In 1973 I became master of Branford College, one of Yale’s 12 residential undergraduate colleges. Attached to every college was a large corps of Fellows–professors and scholars from every discipline in the university, many of them giants in their field. Those ranks also included a category called Associate Fellows, mostly New Haven businessmen and civic leaders and alumni who had some connection with Yale. Quite a few were old-guard alumni still living in Yale’s homogenous past. I recall one white-haired man whose florid face suggested a lifetime of Saturday afternoons tailgating at Yale Bowl. He looked as if he didn’t have much use for the newfangled master.
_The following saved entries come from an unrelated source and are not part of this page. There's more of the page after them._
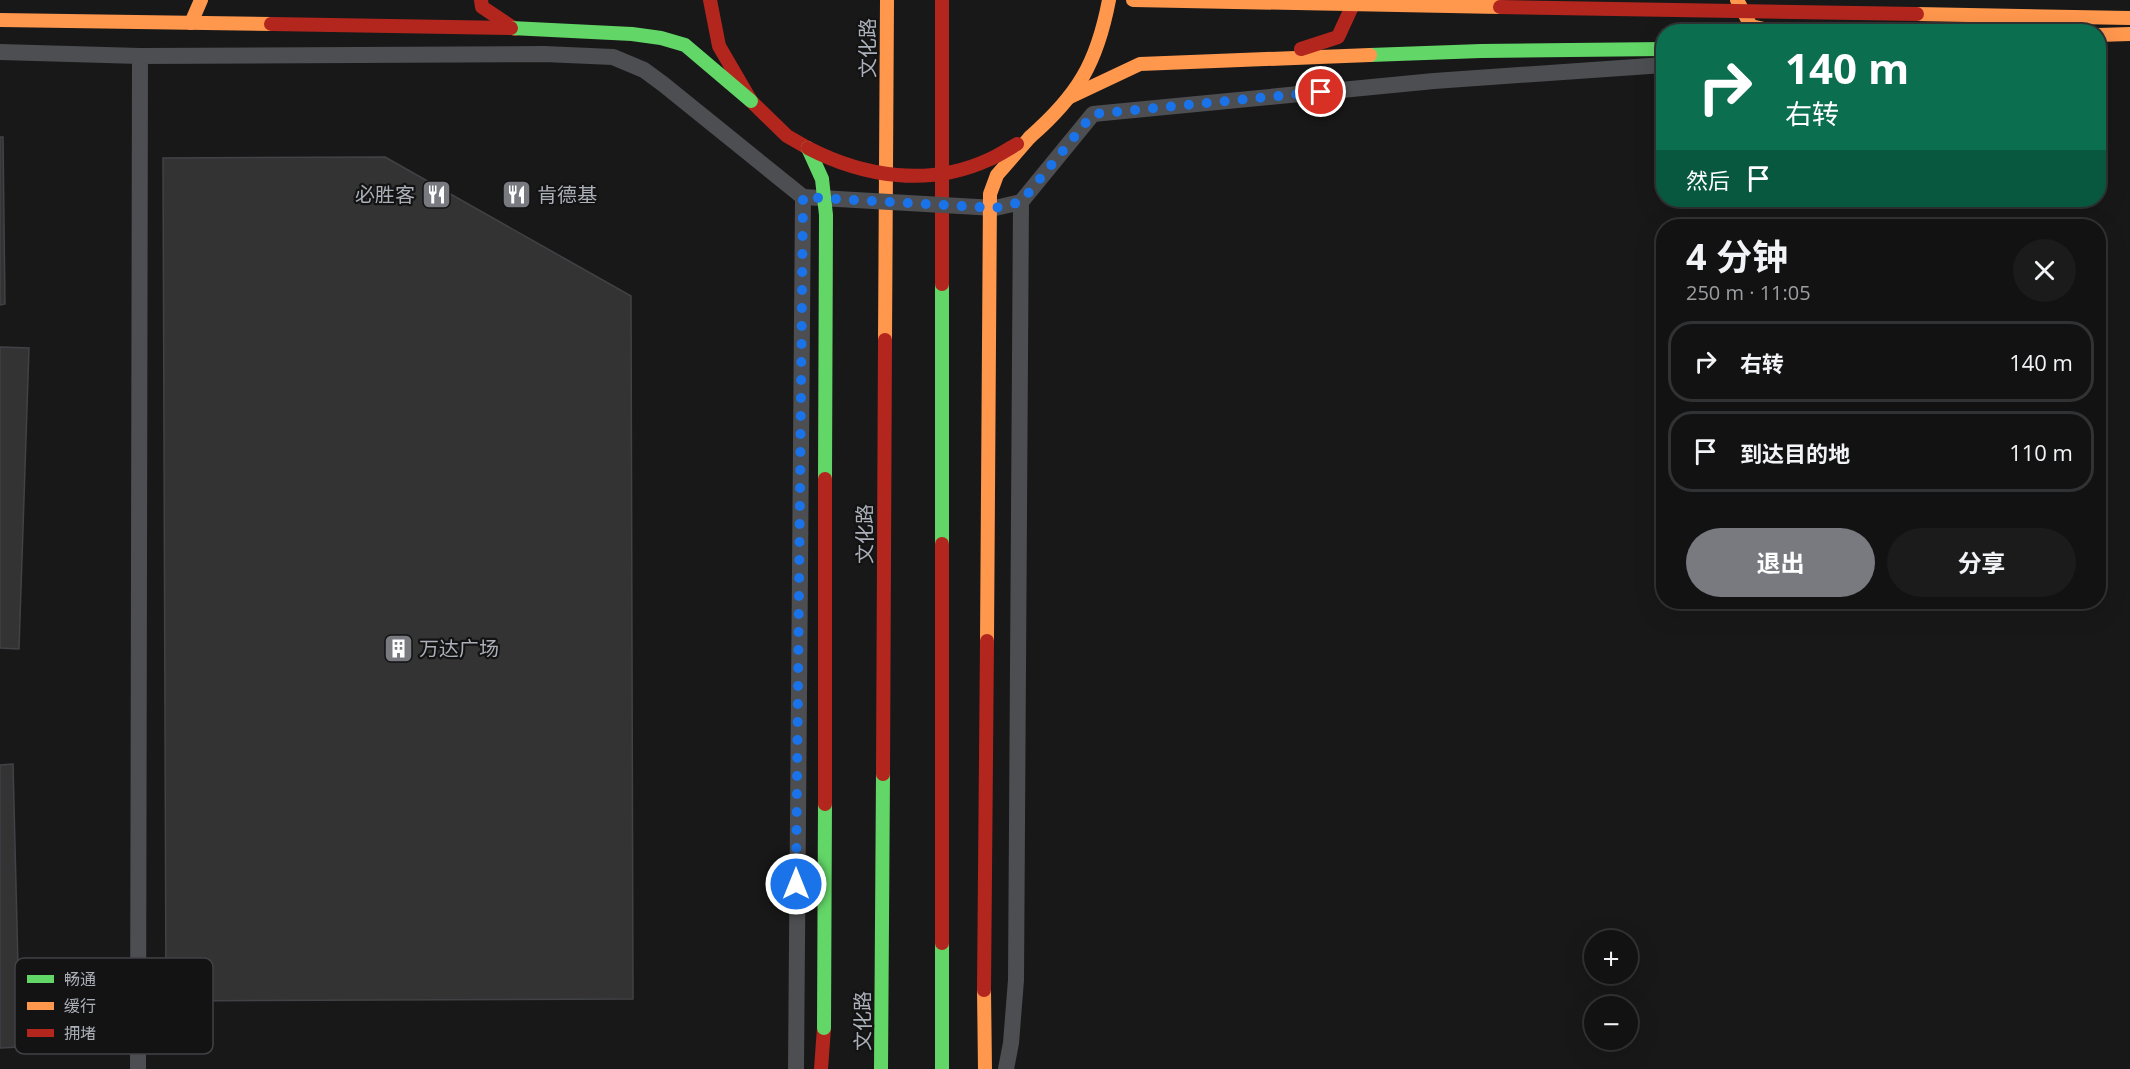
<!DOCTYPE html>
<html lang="zh">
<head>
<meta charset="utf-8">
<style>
  :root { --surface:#121213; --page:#1b1b1c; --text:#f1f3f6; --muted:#9c9ea0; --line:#313233; --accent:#787a80 }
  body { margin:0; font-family:"Open Sans","Noto Sans SC",sans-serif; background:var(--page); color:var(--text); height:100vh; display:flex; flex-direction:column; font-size:22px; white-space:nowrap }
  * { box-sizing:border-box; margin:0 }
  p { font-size:20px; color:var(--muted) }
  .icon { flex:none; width:33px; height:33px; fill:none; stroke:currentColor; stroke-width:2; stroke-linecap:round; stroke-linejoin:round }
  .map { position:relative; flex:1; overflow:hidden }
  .panel { position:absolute; left:1656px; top:219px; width:450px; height:390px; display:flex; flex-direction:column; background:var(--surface); border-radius:24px; box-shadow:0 6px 24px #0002,0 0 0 2px var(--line) }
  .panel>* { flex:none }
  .guide { position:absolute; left:1656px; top:24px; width:450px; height:183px; border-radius:24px; box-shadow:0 6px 24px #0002,0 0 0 2px var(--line); background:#0b6e4f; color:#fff; overflow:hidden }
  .buttons { position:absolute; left:1584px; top:930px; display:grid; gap:12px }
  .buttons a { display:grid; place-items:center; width:54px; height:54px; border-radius:50%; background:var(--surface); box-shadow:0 6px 24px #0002,0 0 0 2px var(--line); font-size:30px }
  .pin { position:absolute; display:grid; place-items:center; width:51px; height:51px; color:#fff; margin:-26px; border:3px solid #fff; border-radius:50%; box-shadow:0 2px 6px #0007 }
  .me { position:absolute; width:66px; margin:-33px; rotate:0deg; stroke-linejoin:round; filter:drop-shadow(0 0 4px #0008) }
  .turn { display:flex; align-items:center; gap:21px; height:126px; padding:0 30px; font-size:27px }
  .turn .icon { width:78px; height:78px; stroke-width:2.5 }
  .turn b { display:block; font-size:42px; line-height:51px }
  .then { display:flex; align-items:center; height:57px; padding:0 30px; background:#0003; gap:12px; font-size:22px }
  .round { display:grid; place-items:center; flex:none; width:63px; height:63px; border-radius:32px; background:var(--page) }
  .overview { display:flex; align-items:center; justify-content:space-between; height:102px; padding:0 30px }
  h1 { font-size:36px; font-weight:700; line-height:45px }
  .action { display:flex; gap:12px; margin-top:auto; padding:12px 30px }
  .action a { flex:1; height:69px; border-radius:36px; background:var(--accent); color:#fff; font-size:24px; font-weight:700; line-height:69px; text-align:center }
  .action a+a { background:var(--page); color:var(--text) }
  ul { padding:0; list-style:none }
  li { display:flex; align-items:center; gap:18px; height:81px; margin:0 12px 9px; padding:0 18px; border:3px solid var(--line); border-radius:24px }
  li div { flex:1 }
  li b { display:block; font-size:22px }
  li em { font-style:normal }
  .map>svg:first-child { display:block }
  .building { fill:#333334; stroke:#414245; stroke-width:1.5 }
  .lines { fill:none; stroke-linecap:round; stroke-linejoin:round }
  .lane { stroke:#4d4e51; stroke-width:16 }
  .fast { stroke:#63d668; stroke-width:14 }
  .slow { stroke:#ff974d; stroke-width:14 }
  .jam { stroke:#b3261e; stroke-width:14 }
  .lane-bridge { stroke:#4d4e51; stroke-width:16 }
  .fast-bridge { stroke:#63d668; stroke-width:14 }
  .slow-bridge { stroke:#ff974d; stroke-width:14 }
  .jam-bridge { stroke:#b3261e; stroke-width:14 }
  .route { stroke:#1a73e8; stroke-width:10; stroke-dasharray:0 18 }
  .labels { text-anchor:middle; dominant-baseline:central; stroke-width:4.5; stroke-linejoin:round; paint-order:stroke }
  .street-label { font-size:20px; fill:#abafb8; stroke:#131314 }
  .poi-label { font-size:20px; fill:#abafb8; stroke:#131314; text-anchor:start }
  .key { fill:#131314; stroke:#414245; stroke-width:1.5 }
  .key-label { font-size:16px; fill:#abafb8 }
</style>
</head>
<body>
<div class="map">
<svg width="2130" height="1069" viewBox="0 0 2130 1069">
  <rect width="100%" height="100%" fill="#181819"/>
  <g class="building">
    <polygon points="0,137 3,137 5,304 0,305"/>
    <polygon points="385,157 631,296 633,999 166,1001 163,158"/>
    <polygon points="0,347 29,348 19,649 0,648"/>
    <polygon points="13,764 20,1047 0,1048 0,765"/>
  </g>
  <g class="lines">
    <g class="lane">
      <polyline points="0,52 140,56 544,54 613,57 644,70 663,84 803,197 796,1069"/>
      <polyline points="138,1069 140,56"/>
      <polyline points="1006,1069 1011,1043 1016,980 1021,202 1093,114 1434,81 1664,65"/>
    </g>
    <g class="fast">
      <polyline points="1370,55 1481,51 1664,49"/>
      <polyline points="942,284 942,544"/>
      <polyline points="942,943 942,1069"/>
      <polyline points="881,1069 883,774"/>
    </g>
    <g class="slow">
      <polyline points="1737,0 1751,26 1777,32"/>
      <polyline points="191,23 201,0"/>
      <polyline points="2098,35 2130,34"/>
      <polyline points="1070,97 1140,64 1370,55"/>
      <path d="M 1030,137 C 1078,95 1097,63 1109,0"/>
      <polyline points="885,340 887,0"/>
      <polyline points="984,990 985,1069"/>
    </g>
    <g class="jam">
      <polyline points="481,0 482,7 515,29"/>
      <polyline points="710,0 719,46 751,101 787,136 808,148"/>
      <polyline points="942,0 942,284"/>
      <polyline points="1301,49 1338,37 1355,0"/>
      <polyline points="942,544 942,943"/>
      <polyline points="883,774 885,340"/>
      <polyline points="821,1069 824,1028"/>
    </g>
    <polyline class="lane-bridge" points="803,197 995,208 1021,202"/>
    <g class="fast-bridge">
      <polyline points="511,28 632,34 661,38 685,45 751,101"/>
      <polyline points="808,148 822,179 826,215 825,479"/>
      <polyline points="824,1028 825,804"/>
    </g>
    <g class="slow-bridge">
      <polyline points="1133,0 1500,7"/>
      <polyline points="1917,14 2130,18"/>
      <polyline points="0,20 271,24"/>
      <polyline points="987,641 990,194 997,175 1030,137"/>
    </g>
    <g class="jam-bridge">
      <polyline points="1500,7 1917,14"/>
      <polyline points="271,24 511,28"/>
      <path d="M 808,148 C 864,177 929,187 988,160 C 998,156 1008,149 1017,144"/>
      <polyline points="825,804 825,479"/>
      <polyline points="984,990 987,641"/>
    </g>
  </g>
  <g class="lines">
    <polyline class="route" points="796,884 803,197 995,208 1021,202 1093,114 1321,92"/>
  </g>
  <defs>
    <symbol id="restaurant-square" viewBox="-11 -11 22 22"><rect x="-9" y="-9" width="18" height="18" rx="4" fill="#787a80" stroke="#131314"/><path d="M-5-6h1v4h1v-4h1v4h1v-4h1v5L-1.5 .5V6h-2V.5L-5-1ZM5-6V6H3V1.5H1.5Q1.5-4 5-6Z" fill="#fff"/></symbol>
    <symbol id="building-square" viewBox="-11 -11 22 22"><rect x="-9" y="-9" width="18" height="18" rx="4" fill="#787a80" stroke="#131314"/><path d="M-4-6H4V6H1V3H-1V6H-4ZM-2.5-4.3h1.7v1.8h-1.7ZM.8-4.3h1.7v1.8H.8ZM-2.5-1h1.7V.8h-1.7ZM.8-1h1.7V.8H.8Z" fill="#fff"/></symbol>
  </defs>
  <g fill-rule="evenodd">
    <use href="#restaurant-square" x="420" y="178" width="33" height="33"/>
    <use href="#restaurant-square" x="500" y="178" width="33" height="33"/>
    <use href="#building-square" x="382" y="632" width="33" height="33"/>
  </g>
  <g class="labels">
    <g class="street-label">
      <text transform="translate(867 48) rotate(-90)">文化路</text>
      <text transform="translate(864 534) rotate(-90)">文化路</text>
      <text transform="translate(862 1021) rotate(-90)">文化路</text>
    </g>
    <g class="poi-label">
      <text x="415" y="194" text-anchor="end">必胜客</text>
      <text x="537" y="194">肯德基</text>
      <text x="419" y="648">万达广场</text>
    </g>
  </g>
  <rect x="15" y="958" width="198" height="96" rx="9" class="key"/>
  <rect x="27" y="975" width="27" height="8" fill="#63d668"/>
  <rect x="27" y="1002" width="27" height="8" fill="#ff974d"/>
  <rect x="27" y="1029" width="27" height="8" fill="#b3261e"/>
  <g class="key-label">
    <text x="64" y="985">畅通</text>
    <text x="64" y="1012">缓行</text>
    <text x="64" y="1039">拥堵</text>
  </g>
</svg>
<div class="buttons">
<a>+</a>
<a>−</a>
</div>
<div class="pin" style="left:1321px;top:92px;background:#d93025"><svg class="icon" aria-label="arrive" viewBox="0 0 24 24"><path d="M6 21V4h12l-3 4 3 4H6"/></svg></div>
<svg class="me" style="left:796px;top:884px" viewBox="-20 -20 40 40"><circle r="17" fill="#1a73e8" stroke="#fff" stroke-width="3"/><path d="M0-11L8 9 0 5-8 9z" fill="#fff"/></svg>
<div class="guide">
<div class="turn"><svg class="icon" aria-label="right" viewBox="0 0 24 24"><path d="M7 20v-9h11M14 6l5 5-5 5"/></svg><div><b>140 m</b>右转</div></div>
<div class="then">然后<svg class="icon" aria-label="arrive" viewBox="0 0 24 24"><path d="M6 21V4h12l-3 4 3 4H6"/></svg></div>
</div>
<section class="panel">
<div class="overview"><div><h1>4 分钟</h1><p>250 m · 11:05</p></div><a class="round"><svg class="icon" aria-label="close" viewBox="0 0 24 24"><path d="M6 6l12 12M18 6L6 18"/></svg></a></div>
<ul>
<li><svg class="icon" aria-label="right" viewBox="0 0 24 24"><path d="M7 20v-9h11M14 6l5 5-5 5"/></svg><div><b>右转</b></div><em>140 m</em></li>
<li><svg class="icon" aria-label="arrive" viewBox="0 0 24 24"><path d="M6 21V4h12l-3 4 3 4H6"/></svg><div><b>到达目的地</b></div><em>110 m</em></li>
</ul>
<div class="action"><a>退出</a><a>分享</a></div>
</section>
</div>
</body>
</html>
One Thursday evening in October, early in my tenure, the Fellows were meeting in the Fellows’ Lounge, a room hung with Branford photographs and memorabilia, which adjoined a small Gothic chapel at the base of Harkness Tower where weddings and other religious services were held. On Friday evenings it was used by Yale’s Jewish community for its Sabbath observance. But on that particular Thursday night the Jews next door seemed to be celebrating a special holiday; through the connecting door I could hear shouts and whoops.
I had made a new friend in Rabbi Arnold Jacob Wolf, the recently appointed chaplain of Yale’s growing Jewish population. I liked him for his wisdom and his warmth, and he saw me as a fellow pastor to the young. What happened on that Thursday night, as I later pieced the events together, was that Rabbi Wolf, lacking a synagogue where he could sing and dance with the Torah scrolls, led his Simchat Torah flock around Branford’s courtyard. Then, instead of returning to the chapel by its front door, he decided to go through the lounge where Branford’s Fellows were holding their meeting.
I heard the door open and saw Arnie Wolf standing in a sea of noise and commotion. He gave me a nod of acknowledgment as the host, which I returned. Then he walked across the Fellows’ lounge to the door leading back into the chapel, trailed by a ragtag procession of revelers. Disheveled in merrymakers’ garb, tooting horns and shaking party noisemakers, they kept coming and coming; it was several minutes before the last celebrant of Simchat Torah marched through the Fellows’ meeting and disappeared through the chapel door.
I took Arnie Wolf’s visit as a gift of trust. He knew I would be pleased to be included in a ritual so important to the Jewish year and its cycle of worship, and I was. Some of the Fellows were less pleased; they looked as if a tropical squall had blown through the room. On the ruddy face of the old tailgater I caught a look of horror.
The next day, I was told, he and several other Fellows called president Brewster to protest the outrage. But I never heard anything from Brewster. I think he would have enjoyed the moment.